While his former Nazi connections were known, he maintained his post until 1972.

==== Jackie Selebi (2004–2008) ====

After being charged of corruption in January 2008, Jackie Selebi resigned as president of Interpol and was put on extended leave as National Police Commissioner of South Africa.

In July 2010 Selebi was found guilty of corruption by the South African High Court in Johannesburg for accepting bribes worth €156,000 from a drug trafficker.

==== Khoo Boon Hui (2008–2012) ====

Jackie Selebi was temporarily replaced by Arturo Herrera Verdugo, the National Commissioner of Investigations Police of Chile and former vice president for the American Zone, who remained acting president until the appointment of Singaporean Khoo Boon Hui in October 2008.

==== Mireille Ballestrazzi (2012–2016) ====

On November 8, 2012, the 81st General Assembly closed with the election of Deputy Central Director of the French Judicial Police, Mireille Ballestrazzi, as the first female president of the organization.

==== Meng Hongwei (2016–2018) ====

In November 2016, Meng Hongwei, a politician from the People’s Republic of China, was elected president during the 85th Interpol General Assembly, and was to serve in this capacity until 2018.

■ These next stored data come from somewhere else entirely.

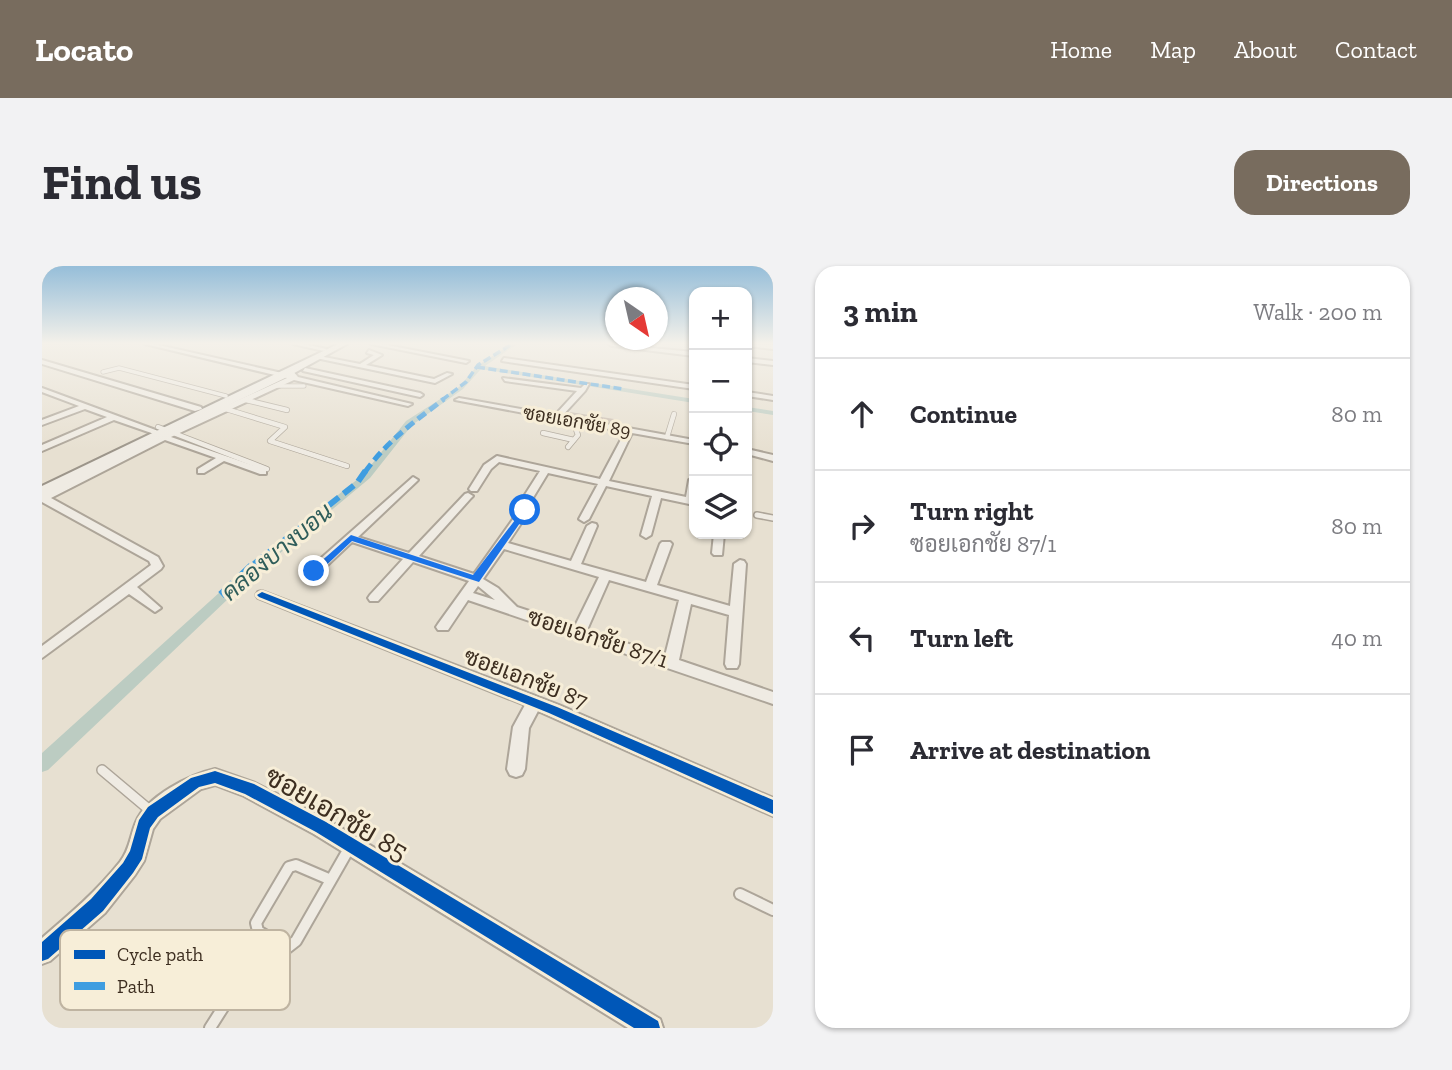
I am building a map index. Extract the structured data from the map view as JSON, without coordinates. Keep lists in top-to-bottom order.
{
  "streets": {
    "street": [
      "ซอยเอกชัย 89",
      "ซอยเอกชัย 87/1",
      "ซอยเอกชัย 87",
      "ซอยเอกชัย 85"
    ]
  },
  "water": ["คลองบางบอน"],
  "legend": ["Cycle path", "Path"],
  "north": "bottom right",
  "page": {
    "header": "Locato",
    "nav": [
      "Home",
      "Map",
      "About",
      "Contact"
    ],
    "buttons": "Directions",
    "title": "Find us",
    "heading": ["3 min", "Walk · 200 m"],
    "map_buttons": ["+", "−"],
    "list": [
      ["Continue", "80 m"],
      ["Turn right", "ซอยเอกชัย 87/1", "80 m"],
      ["Turn left", "40 m"],
      "Arrive at destination"
    ]
  }
}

At the end of September 2018, Meng was reported missing during a trip to China, after being “taken away” for questioning by discipline authorities. Chinese police later confirmed that Meng had been arrested on charges of bribery as part of a national anti-corruption campaign. On October 7, 2018, INTERPOL announced that Meng had resigned his post with immediate effect and that the Presidency would be temporarily occupied by Interpol Senior Vice-president (Asia) Kim Jong Yang of South Korea.

==== Kim Jong Yang (2018–2021) ====

On November 21, 2018, Interpol’s General Assembly elected Kim Jong Yang to fill the remainder of Meng’s term, in a controversial election which saw accusations that the other candidate, Vice President Alexander Prokopchuk of Russia, had used Interpol notices to target critics of the Russian government.

Four American senators had accused Vice President Alexander Prokopchuk of abusing Red Notices, likening his election to "putting a fox in charge of the henhouse". A statement posted by the Ukrainian Helsinki Human Rights Union and signed by other NGOs raised concerns about his ability to use his Interpol position to silence Russia's critics. Russian politicians criticized the U.S. accusation as politically motivated interference.

==== Ahmed Nase Al-Raisi (2021–2025) ====

On November 25, 2021, Ahmed Naser Al-Raisi, inspector general of the United Arab Emirates’s interior ministry, was elected as president. The election was controversial due to the UAE’s human rights record, with concerns being raised by some human rights groups (e.g. Human Rights Watch) and some MEPs.

In June 2021, 35 French Parliamentarians, Members of Parliament and Senators, including from the majority and the opposition, urged President Emmanuel Macron to oppose the candidacy of the UAE's General Ahmed Nasser Al-Raisi, citing the accusations of torture against him. It was the second appeal by the deputy of the Rhône, Hubert Julien-Laferrière, who had first written to Macron earlier in 2021. He questioned how a profile like Al-Raisi's, who was responsible for the torture of political opponent Ahmed Mansoor and of a British academic Matthew Hedges, can become the president of a most respectable institution.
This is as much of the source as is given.